(The input Opens)

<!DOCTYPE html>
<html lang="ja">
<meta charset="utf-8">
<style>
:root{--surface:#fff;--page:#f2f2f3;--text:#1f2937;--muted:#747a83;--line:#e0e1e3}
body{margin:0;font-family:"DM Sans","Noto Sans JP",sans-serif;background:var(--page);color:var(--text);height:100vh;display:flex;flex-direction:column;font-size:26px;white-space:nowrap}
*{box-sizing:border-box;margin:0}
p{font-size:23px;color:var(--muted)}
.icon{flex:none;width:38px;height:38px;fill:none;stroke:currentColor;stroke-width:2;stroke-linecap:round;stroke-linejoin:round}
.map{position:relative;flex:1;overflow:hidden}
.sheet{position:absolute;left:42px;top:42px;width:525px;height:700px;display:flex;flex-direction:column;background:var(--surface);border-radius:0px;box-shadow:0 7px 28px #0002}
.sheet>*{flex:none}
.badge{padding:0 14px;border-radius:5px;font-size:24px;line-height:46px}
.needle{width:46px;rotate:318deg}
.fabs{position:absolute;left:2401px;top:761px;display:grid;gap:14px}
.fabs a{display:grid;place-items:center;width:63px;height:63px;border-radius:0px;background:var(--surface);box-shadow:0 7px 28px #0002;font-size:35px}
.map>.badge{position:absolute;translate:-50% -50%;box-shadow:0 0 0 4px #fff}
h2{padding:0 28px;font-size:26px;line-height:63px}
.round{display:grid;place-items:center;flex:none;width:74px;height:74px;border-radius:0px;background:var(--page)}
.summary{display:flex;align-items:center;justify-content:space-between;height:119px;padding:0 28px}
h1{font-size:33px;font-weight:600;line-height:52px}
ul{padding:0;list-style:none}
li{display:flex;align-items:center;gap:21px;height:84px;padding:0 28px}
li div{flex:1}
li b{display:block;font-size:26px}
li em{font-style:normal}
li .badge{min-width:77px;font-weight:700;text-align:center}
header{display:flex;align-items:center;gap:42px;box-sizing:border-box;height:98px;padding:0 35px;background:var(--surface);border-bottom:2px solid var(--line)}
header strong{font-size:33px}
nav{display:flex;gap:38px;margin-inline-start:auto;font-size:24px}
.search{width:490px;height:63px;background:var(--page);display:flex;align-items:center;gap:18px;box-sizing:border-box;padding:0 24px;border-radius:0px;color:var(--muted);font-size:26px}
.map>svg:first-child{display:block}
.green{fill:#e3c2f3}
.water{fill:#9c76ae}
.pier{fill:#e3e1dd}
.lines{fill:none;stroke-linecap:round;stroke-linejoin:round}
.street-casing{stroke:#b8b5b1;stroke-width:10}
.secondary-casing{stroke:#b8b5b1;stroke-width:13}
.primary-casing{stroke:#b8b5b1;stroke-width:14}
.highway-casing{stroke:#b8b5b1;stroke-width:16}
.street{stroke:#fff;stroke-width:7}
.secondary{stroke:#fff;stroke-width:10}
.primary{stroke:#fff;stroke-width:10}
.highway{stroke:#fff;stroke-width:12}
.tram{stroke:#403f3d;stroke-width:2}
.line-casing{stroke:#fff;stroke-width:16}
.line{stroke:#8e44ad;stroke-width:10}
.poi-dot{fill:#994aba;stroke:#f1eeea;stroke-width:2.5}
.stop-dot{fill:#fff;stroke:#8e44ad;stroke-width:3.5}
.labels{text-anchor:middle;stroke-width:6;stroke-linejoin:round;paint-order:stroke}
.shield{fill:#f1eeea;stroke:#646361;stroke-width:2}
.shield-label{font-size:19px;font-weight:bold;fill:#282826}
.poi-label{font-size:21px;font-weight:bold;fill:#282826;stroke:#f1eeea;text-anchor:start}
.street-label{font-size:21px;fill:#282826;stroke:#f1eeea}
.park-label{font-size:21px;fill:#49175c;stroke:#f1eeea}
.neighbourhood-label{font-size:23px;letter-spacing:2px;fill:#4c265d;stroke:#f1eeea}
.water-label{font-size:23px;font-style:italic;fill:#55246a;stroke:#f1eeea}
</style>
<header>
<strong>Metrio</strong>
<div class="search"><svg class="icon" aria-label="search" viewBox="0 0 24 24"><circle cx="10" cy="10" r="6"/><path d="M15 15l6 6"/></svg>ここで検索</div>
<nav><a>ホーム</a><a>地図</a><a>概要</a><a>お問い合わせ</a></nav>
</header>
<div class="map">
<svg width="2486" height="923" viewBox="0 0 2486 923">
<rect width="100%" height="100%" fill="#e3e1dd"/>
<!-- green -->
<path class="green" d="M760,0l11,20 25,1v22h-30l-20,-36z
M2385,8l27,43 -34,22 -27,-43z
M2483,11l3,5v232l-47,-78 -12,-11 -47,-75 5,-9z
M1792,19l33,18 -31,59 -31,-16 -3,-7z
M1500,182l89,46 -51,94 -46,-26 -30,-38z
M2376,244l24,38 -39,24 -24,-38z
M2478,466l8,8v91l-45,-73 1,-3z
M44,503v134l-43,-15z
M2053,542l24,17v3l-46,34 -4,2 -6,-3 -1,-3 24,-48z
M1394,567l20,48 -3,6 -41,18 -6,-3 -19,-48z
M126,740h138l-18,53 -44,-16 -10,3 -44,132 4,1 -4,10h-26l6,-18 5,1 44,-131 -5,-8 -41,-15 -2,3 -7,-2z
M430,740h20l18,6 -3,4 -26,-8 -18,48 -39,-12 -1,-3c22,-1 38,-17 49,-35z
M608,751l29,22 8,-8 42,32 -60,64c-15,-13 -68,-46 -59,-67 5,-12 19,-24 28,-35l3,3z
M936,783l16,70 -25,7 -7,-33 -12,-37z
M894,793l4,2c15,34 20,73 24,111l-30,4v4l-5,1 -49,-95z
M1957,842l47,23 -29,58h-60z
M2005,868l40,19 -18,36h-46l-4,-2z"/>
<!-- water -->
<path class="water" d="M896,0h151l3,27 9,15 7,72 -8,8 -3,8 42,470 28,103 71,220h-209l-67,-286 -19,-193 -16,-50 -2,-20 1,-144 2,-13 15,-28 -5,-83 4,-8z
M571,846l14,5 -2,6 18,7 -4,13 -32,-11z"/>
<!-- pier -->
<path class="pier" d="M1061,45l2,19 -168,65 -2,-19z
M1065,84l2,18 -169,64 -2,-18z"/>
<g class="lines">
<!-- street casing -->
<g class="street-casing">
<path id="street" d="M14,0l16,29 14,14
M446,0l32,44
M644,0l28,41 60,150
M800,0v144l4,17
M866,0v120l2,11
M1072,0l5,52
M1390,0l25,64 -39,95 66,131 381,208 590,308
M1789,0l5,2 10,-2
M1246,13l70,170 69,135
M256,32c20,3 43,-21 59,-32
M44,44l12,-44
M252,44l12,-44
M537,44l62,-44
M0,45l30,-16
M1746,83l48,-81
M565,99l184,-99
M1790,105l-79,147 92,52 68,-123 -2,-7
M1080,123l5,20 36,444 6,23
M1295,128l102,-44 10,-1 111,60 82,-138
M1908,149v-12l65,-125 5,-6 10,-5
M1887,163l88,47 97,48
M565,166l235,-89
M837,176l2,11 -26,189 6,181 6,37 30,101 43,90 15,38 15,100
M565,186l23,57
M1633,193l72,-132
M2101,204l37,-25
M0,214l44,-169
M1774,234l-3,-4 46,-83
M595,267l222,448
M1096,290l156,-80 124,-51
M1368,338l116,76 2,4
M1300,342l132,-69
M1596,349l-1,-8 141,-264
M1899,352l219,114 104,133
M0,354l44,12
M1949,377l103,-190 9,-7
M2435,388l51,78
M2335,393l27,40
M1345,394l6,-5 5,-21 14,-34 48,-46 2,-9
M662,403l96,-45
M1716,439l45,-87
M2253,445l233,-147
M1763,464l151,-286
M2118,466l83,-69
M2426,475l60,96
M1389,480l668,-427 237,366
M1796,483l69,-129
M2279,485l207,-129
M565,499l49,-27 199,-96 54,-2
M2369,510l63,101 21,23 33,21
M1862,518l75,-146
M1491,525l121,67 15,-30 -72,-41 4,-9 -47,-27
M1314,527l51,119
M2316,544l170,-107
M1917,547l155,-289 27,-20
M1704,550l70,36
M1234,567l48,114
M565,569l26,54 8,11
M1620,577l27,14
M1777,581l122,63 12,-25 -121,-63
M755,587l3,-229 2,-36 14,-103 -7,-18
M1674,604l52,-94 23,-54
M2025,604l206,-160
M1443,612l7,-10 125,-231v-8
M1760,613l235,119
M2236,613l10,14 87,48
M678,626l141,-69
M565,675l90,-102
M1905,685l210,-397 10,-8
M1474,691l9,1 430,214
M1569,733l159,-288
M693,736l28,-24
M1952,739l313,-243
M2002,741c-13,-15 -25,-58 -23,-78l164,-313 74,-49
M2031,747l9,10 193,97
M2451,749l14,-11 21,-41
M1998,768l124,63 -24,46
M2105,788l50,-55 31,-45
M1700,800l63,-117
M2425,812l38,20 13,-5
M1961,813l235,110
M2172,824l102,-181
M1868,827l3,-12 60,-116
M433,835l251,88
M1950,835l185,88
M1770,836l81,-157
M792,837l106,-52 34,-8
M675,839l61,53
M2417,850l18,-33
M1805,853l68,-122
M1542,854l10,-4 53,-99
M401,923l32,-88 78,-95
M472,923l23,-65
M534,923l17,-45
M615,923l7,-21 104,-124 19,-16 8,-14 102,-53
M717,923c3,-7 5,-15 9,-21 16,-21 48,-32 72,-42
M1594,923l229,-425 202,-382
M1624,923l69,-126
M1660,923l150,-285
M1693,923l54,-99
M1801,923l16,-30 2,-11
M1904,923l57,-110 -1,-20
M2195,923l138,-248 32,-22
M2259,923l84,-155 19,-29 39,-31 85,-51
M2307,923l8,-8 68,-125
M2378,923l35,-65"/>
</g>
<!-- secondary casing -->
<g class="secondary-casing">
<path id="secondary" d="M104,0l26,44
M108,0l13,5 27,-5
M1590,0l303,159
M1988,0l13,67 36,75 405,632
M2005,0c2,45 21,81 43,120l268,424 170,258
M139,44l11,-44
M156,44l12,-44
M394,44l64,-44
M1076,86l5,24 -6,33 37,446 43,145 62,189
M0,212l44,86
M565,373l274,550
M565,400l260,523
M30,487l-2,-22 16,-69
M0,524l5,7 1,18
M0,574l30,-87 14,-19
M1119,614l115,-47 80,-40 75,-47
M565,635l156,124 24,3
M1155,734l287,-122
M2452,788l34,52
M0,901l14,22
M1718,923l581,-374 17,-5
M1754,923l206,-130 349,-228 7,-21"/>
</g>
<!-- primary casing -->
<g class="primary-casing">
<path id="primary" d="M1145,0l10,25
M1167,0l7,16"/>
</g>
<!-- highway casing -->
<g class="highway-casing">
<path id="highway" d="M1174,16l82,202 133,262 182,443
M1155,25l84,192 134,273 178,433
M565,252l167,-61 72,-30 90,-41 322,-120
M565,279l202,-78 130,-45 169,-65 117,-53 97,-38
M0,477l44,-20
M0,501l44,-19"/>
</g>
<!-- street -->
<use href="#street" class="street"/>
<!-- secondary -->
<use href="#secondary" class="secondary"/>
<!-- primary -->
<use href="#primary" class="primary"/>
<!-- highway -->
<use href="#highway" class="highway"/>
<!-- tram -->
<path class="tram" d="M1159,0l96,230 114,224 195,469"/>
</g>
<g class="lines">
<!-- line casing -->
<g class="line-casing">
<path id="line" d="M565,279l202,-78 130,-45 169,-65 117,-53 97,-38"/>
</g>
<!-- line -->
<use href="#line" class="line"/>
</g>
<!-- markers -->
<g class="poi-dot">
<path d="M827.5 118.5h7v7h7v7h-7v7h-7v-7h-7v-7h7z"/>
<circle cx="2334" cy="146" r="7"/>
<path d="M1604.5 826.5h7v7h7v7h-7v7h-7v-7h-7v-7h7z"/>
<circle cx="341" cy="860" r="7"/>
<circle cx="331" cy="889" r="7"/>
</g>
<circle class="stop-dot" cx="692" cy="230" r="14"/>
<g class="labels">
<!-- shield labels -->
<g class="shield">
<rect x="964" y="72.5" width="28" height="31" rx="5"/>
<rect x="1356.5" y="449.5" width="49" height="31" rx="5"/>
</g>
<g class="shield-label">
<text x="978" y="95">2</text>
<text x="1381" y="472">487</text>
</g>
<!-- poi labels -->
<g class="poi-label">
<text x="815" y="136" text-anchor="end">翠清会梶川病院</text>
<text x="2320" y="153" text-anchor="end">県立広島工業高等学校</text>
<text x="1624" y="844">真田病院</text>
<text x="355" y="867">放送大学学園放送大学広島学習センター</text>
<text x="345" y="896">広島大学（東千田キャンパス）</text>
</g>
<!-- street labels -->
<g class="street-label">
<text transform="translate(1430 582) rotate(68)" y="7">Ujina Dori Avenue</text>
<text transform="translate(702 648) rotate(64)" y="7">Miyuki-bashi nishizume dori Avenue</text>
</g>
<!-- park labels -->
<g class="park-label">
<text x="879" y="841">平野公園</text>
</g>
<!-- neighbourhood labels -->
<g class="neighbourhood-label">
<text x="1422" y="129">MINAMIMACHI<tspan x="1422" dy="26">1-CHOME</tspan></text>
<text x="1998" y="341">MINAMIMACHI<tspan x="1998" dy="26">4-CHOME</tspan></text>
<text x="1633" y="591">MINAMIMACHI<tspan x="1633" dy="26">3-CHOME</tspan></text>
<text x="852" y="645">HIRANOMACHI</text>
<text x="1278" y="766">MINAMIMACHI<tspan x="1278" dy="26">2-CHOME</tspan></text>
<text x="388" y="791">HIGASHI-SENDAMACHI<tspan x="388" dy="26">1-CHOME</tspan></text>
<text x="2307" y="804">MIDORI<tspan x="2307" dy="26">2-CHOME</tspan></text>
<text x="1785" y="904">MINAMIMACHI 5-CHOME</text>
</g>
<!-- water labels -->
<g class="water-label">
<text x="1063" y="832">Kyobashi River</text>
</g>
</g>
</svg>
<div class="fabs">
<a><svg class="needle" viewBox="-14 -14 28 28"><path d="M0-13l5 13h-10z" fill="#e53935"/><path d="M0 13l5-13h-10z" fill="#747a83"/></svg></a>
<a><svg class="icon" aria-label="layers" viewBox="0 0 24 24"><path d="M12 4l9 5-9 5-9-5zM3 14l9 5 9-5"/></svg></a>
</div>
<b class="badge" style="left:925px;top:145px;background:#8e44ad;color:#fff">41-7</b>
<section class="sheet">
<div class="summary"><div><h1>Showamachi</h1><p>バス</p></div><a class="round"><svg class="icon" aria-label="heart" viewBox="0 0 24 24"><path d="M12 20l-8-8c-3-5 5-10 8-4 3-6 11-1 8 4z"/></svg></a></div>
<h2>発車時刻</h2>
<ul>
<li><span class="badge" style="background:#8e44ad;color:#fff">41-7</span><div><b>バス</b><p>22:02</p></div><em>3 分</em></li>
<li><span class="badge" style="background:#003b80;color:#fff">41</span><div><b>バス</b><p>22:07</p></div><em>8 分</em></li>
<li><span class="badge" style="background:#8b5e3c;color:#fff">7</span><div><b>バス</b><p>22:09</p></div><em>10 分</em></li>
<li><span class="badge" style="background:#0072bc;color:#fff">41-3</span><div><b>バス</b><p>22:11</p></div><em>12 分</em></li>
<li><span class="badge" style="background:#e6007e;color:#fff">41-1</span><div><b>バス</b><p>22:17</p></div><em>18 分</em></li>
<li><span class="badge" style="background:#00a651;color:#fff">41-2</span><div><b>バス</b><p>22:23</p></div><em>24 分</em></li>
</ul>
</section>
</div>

(The input Closes)

- How to complete this task -
Look above for the line holding "M2316,544l170,-107" and the line holding "<!-- secondary -->". Retype both, and every line between them, word for word and nothing else.

- Response to the exercise -
M2316,544l170,-107
M1917,547l155,-289 27,-20
M1704,550l70,36
M1234,567l48,114
M565,569l26,54 8,11
M1620,577l27,14
M1777,581l122,63 12,-25 -121,-63
M755,587l3,-229 2,-36 14,-103 -7,-18
M1674,604l52,-94 23,-54
M2025,604l206,-160
M1443,612l7,-10 125,-231v-8
M1760,613l235,119
M2236,613l10,14 87,48
M678,626l141,-69
M565,675l90,-102
M1905,685l210,-397 10,-8
M1474,691l9,1 430,214
M1569,733l159,-288
M693,736l28,-24
M1952,739l313,-243
M2002,741c-13,-15 -25,-58 -23,-78l164,-313 74,-49
M2031,747l9,10 193,97
M2451,749l14,-11 21,-41
M1998,768l124,63 -24,46
M2105,788l50,-55 31,-45
M1700,800l63,-117
M2425,812l38,20 13,-5
M1961,813l235,110
M2172,824l102,-181
M1868,827l3,-12 60,-116
M433,835l251,88
M1950,835l185,88
M1770,836l81,-157
M792,837l106,-52 34,-8
M675,839l61,53
M2417,850l18,-33
M1805,853l68,-122
M1542,854l10,-4 53,-99
M401,923l32,-88 78,-95
M472,923l23,-65
M534,923l17,-45
M615,923l7,-21 104,-124 19,-16 8,-14 102,-53
M717,923c3,-7 5,-15 9,-21 16,-21 48,-32 72,-42
M1594,923l229,-425 202,-382
M1624,923l69,-126
M1660,923l150,-285
M1693,923l54,-99
M1801,923l16,-30 2,-11
M1904,923l57,-110 -1,-20
M2195,923l138,-248 32,-22
M2259,923l84,-155 19,-29 39,-31 85,-51
M2307,923l8,-8 68,-125
M2378,923l35,-65"/>
</g>
<!-- secondary casing -->
<g class="secondary-casing">
<path id="secondary" d="M104,0l26,44
M108,0l13,5 27,-5
M1590,0l303,159
M1988,0l13,67 36,75 405,632
M2005,0c2,45 21,81 43,120l268,424 170,258
M139,44l11,-44
M156,44l12,-44
M394,44l64,-44
M1076,86l5,24 -6,33 37,446 43,145 62,189
M0,212l44,86
M565,373l274,550
M565,400l260,523
M30,487l-2,-22 16,-69
M0,524l5,7 1,18
M0,574l30,-87 14,-19
M1119,614l115,-47 80,-40 75,-47
M565,635l156,124 24,3
M1155,734l287,-122
M2452,788l34,52
M0,901l14,22
M1718,923l581,-374 17,-5
M1754,923l206,-130 349,-228 7,-21"/>
</g>
<!-- primary casing -->
<g class="primary-casing">
<path id="primary" d="M1145,0l10,25
M1167,0l7,16"/>
</g>
<!-- highway casing -->
<g class="highway-casing">
<path id="highway" d="M1174,16l82,202 133,262 182,443
M1155,25l84,192 134,273 178,433
M565,252l167,-61 72,-30 90,-41 322,-120
M565,279l202,-78 130,-45 169,-65 117,-53 97,-38
M0,477l44,-20
M0,501l44,-19"/>
</g>
<!-- street -->
<use href="#street" class="street"/>
<!-- secondary -->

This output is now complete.